**To do:** Return, from the material below, each line in which the word "lineWidth" is present.
.....
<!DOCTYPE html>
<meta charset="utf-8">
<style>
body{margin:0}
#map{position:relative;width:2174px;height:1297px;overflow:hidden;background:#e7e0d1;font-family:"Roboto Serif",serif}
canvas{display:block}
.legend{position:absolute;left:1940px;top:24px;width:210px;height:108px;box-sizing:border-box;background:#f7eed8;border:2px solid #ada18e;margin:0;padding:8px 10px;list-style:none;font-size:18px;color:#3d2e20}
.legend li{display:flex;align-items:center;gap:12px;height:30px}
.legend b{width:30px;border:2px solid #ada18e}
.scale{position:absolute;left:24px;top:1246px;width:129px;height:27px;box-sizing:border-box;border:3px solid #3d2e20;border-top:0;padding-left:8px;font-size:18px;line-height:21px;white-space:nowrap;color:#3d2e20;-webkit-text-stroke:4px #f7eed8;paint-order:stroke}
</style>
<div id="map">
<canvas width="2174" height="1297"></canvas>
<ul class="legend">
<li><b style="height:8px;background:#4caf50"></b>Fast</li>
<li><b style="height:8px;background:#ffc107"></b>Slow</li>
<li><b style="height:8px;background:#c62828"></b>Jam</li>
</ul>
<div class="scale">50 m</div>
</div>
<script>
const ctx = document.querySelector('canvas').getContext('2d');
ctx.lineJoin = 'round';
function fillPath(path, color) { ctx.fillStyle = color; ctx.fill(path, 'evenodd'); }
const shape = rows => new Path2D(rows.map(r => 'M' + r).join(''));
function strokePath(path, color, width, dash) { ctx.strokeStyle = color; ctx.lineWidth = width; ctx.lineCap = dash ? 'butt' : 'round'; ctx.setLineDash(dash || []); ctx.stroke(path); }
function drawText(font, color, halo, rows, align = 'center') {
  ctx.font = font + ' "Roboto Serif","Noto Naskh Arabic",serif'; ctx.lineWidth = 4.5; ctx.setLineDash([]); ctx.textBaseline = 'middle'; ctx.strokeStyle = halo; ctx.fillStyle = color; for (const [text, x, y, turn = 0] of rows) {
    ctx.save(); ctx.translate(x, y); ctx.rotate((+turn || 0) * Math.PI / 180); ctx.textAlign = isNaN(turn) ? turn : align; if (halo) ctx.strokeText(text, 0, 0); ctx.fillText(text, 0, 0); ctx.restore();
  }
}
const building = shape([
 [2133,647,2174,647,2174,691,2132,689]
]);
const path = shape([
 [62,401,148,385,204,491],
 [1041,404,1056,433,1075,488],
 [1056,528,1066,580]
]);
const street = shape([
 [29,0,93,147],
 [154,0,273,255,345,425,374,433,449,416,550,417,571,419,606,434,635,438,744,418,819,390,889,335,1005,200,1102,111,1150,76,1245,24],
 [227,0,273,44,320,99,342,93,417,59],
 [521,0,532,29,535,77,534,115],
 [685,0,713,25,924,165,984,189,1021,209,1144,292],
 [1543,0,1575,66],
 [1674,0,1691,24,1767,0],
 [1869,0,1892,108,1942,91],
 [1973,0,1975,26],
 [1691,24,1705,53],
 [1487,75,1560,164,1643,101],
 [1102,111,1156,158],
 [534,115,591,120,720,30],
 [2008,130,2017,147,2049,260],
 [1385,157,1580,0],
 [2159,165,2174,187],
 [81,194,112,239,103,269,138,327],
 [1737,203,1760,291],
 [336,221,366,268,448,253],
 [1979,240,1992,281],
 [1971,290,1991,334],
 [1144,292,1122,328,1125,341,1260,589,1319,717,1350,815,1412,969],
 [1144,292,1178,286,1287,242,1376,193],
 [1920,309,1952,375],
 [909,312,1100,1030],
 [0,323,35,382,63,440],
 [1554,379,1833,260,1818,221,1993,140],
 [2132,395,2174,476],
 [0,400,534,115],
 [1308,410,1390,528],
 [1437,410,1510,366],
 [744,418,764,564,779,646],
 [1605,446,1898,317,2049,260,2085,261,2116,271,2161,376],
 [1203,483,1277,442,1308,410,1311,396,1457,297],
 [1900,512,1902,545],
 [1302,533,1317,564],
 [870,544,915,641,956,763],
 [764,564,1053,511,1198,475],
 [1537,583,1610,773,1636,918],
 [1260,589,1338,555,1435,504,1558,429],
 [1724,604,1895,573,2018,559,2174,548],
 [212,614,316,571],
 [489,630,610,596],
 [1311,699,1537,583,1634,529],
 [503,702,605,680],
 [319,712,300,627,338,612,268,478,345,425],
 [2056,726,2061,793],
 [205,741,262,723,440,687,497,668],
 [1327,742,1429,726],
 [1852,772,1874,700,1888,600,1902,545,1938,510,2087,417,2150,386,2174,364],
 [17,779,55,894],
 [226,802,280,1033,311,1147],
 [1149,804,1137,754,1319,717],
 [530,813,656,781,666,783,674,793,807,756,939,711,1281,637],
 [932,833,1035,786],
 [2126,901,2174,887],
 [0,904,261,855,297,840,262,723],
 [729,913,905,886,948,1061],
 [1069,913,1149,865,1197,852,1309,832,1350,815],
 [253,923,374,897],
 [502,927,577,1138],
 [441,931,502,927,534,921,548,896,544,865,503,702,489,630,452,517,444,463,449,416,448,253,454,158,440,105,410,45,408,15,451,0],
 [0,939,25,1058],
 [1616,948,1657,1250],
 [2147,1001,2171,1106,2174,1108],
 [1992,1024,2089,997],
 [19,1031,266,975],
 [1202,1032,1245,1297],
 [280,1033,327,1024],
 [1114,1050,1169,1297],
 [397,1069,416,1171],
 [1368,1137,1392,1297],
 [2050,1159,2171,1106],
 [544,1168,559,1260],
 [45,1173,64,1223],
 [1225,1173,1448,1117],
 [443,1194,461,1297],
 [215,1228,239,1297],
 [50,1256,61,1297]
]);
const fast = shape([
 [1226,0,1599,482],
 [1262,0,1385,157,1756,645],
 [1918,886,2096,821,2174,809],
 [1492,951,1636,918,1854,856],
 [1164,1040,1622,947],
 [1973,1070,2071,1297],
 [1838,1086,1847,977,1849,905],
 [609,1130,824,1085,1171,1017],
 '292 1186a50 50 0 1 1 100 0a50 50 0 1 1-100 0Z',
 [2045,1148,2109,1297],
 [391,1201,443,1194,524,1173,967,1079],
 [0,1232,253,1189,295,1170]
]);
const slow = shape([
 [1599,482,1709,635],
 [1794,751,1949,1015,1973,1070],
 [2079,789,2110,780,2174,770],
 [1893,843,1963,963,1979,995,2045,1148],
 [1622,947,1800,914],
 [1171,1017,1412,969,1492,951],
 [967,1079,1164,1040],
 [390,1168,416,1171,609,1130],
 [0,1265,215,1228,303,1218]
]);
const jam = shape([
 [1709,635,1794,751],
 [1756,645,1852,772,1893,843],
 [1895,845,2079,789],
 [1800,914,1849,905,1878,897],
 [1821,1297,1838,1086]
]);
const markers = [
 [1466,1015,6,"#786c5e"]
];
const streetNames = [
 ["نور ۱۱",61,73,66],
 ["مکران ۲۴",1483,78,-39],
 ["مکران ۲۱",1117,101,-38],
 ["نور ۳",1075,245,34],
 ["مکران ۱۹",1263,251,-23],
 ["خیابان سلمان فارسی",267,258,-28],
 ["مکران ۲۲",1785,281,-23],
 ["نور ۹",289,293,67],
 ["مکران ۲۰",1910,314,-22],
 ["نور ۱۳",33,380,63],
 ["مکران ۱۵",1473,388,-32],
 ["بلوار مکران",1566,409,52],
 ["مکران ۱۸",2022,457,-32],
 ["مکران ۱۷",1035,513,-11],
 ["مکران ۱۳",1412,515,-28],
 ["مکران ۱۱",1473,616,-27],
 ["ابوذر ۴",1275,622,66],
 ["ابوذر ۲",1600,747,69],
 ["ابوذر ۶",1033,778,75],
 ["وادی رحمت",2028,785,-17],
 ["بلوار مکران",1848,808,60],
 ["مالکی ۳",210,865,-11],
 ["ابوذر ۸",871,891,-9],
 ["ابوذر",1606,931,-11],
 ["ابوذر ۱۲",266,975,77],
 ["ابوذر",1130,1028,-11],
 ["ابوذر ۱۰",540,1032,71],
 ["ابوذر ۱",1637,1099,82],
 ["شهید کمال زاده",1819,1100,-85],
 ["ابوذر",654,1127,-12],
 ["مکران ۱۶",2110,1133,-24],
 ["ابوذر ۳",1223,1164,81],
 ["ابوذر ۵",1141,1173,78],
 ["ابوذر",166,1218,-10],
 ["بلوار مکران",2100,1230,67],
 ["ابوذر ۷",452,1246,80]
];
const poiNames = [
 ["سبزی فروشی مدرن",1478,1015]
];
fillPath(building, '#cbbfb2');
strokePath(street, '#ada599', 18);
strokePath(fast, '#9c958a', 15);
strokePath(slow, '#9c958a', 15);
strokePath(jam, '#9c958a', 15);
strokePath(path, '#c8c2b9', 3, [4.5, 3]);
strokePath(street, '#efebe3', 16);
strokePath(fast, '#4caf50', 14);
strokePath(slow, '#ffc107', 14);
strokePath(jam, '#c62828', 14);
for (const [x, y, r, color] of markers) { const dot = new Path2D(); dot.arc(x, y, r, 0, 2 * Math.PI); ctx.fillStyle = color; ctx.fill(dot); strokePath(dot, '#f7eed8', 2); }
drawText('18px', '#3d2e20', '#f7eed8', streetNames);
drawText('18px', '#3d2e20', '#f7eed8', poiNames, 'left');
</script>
.....
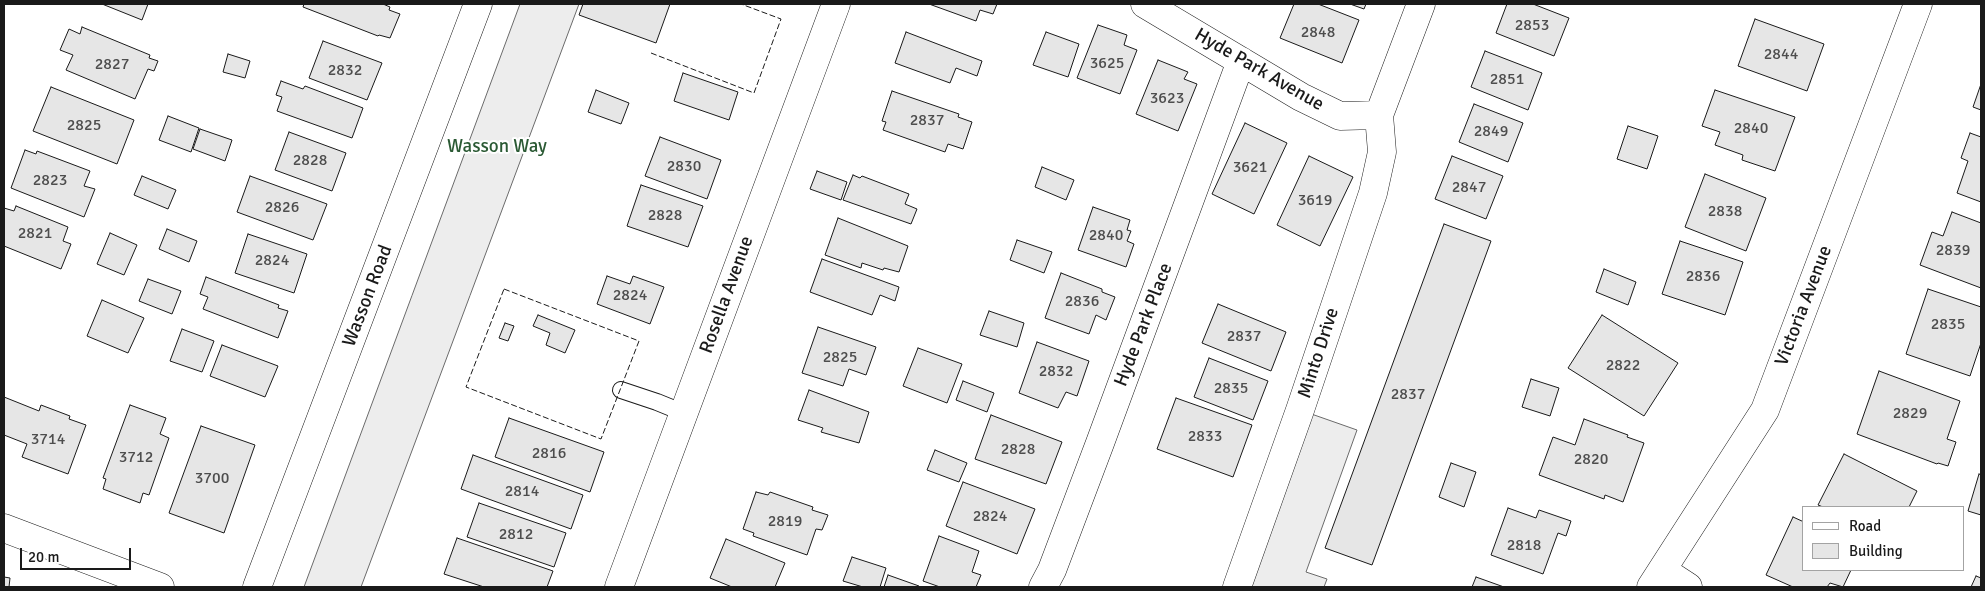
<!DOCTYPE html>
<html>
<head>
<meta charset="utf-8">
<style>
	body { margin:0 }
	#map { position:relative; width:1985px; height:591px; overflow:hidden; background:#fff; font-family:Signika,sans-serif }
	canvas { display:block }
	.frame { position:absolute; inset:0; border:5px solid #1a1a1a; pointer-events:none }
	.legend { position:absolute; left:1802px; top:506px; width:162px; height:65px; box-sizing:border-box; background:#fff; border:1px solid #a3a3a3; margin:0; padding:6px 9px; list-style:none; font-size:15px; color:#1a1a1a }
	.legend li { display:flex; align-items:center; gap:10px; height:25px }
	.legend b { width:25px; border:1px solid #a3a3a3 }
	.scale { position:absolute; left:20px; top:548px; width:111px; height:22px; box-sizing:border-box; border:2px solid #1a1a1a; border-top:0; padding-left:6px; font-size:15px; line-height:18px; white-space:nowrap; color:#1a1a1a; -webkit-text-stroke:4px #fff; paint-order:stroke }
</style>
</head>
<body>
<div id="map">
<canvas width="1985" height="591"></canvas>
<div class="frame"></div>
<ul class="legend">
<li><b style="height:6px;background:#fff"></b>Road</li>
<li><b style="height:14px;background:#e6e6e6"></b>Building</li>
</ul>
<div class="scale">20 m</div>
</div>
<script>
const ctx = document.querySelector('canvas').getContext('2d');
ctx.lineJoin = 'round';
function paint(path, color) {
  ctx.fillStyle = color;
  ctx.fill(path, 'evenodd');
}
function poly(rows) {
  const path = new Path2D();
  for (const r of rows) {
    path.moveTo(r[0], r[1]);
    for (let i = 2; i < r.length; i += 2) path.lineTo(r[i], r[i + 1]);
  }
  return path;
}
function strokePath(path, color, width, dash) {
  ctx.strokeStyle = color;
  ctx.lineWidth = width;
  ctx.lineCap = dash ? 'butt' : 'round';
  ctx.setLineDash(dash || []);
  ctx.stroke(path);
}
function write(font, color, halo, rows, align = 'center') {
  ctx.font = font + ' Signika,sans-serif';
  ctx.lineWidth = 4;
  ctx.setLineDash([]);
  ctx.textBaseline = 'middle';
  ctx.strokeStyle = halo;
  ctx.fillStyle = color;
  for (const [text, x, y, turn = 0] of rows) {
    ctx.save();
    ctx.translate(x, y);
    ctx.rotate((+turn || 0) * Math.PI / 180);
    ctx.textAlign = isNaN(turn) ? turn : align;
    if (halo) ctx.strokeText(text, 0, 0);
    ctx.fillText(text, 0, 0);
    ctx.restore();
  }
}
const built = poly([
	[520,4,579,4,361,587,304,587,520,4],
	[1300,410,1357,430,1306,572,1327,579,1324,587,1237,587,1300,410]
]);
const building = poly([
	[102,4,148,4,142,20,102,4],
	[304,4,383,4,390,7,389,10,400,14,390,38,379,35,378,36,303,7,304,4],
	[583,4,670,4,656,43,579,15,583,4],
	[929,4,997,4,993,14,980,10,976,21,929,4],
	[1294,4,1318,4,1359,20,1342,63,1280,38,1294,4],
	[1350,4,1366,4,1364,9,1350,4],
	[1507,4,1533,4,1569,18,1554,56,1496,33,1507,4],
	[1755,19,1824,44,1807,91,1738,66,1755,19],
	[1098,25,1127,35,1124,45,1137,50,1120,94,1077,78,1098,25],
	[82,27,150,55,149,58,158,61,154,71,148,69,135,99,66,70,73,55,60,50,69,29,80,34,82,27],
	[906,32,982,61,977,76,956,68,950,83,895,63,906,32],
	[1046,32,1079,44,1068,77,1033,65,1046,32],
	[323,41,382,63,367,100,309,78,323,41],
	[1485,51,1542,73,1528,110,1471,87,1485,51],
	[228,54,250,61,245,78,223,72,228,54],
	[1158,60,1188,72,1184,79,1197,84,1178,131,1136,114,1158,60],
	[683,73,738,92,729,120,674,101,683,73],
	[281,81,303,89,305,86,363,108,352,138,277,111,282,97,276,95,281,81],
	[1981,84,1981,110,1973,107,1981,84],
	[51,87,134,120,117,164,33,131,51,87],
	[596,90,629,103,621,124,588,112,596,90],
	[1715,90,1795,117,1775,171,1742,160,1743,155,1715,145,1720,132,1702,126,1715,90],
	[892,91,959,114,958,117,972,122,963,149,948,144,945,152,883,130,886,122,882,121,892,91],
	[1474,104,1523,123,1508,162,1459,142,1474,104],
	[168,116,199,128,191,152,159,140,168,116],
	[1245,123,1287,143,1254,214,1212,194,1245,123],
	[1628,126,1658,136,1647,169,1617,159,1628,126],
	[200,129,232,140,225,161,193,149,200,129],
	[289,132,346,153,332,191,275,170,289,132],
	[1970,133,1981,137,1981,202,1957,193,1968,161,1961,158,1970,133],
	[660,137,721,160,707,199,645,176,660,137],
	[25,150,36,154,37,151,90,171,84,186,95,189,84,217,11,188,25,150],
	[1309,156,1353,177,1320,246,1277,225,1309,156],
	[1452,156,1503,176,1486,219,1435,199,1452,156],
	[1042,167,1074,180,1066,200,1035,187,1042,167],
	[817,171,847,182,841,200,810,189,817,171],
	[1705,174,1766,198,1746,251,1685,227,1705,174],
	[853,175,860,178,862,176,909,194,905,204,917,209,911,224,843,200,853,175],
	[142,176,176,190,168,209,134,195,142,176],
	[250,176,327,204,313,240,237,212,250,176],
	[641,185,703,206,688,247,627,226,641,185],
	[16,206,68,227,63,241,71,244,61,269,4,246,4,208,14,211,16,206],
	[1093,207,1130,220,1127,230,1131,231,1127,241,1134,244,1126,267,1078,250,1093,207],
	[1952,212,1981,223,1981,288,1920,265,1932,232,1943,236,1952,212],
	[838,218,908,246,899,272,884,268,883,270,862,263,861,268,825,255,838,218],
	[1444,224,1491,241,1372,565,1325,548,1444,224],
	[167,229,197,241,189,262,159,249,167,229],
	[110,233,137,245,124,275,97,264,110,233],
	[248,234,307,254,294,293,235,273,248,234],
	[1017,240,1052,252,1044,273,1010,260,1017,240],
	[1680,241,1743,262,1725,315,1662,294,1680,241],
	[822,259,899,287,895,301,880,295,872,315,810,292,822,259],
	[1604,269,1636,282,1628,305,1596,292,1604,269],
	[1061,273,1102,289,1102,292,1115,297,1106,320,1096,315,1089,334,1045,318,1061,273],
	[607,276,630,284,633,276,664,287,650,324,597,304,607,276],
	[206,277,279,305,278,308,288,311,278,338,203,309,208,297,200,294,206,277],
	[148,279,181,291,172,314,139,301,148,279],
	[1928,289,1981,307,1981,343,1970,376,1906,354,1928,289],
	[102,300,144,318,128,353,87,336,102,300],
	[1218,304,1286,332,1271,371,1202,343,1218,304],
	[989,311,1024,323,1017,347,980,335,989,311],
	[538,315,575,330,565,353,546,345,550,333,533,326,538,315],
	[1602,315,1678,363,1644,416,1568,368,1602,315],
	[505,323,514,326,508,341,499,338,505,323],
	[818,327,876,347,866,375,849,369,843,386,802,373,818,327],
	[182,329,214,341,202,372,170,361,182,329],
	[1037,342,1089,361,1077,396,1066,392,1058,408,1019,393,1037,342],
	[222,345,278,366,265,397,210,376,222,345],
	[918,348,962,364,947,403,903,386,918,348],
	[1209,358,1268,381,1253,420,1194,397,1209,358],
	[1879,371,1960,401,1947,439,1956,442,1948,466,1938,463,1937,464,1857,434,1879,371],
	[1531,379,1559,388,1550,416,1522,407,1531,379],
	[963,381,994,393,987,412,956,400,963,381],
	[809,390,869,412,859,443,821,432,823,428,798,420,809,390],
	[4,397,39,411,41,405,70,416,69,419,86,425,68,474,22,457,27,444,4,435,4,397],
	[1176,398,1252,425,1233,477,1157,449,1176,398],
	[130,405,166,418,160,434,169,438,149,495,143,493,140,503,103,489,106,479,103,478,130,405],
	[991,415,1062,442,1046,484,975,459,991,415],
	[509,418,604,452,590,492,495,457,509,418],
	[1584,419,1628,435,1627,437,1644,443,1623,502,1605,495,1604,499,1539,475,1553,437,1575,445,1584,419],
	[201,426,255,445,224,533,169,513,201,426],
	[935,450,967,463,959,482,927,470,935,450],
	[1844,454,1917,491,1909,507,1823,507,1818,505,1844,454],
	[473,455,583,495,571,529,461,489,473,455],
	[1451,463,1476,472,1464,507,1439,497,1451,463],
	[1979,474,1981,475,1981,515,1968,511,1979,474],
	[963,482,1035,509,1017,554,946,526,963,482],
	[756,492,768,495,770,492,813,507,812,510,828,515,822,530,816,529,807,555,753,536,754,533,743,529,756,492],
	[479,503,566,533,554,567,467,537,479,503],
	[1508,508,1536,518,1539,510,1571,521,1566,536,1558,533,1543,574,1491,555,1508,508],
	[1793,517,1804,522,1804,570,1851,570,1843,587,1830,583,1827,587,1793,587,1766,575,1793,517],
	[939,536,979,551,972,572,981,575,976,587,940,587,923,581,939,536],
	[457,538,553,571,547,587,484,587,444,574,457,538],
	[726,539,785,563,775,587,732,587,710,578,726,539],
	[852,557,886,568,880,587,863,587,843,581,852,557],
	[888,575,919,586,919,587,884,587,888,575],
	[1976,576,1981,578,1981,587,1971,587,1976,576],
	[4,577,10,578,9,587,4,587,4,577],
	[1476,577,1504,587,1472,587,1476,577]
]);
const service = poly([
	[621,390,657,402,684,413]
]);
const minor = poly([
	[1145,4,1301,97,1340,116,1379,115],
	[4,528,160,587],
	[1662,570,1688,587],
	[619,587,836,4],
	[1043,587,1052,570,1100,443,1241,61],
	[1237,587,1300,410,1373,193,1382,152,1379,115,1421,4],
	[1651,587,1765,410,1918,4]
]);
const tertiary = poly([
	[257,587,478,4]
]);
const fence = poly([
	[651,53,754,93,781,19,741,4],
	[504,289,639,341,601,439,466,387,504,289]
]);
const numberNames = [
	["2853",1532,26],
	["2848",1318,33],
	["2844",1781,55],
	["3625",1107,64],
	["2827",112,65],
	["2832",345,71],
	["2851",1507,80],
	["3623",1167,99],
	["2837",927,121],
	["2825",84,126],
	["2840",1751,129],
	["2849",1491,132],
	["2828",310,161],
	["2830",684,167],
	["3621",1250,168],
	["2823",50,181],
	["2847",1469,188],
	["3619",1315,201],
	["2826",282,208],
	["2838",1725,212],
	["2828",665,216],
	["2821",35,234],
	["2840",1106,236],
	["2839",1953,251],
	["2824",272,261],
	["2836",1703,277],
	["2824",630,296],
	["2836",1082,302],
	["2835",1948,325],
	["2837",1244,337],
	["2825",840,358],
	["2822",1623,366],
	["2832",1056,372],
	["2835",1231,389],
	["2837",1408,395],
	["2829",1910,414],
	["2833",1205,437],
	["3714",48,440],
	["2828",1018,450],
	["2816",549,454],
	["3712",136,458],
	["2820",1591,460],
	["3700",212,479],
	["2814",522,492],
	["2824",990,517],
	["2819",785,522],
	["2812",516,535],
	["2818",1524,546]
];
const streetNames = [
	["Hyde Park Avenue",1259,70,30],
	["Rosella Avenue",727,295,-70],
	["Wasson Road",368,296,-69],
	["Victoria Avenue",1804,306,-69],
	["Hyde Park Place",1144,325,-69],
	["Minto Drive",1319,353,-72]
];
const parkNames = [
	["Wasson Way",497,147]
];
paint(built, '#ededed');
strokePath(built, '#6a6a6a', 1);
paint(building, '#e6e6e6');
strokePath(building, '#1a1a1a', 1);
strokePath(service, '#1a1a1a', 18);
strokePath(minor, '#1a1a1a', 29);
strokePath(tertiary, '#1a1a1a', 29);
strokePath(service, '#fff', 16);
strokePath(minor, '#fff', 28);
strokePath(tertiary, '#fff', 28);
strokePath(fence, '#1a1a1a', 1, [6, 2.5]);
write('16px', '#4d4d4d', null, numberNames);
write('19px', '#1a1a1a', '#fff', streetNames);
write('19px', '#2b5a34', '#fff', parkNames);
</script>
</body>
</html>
.....
**Written response:**
function strokePath(path, color, width, dash) { ctx.strokeStyle = color; ctx.lineWidth = width; ctx.lineCap = dash ? 'butt' : 'round'; ctx.setLineDash(dash || []); ctx.stroke(path); }
  ctx.font = font + ' "Roboto Serif","Noto Naskh Arabic",serif'; ctx.lineWidth = 4.5; ctx.setLineDash([]); ctx.textBaseline = 'middle'; ctx.strokeStyle = halo; ctx.fillStyle = color; for (const [text, x, y, turn = 0] of rows) {
  ctx.lineWidth = width;
  ctx.lineWidth = 4;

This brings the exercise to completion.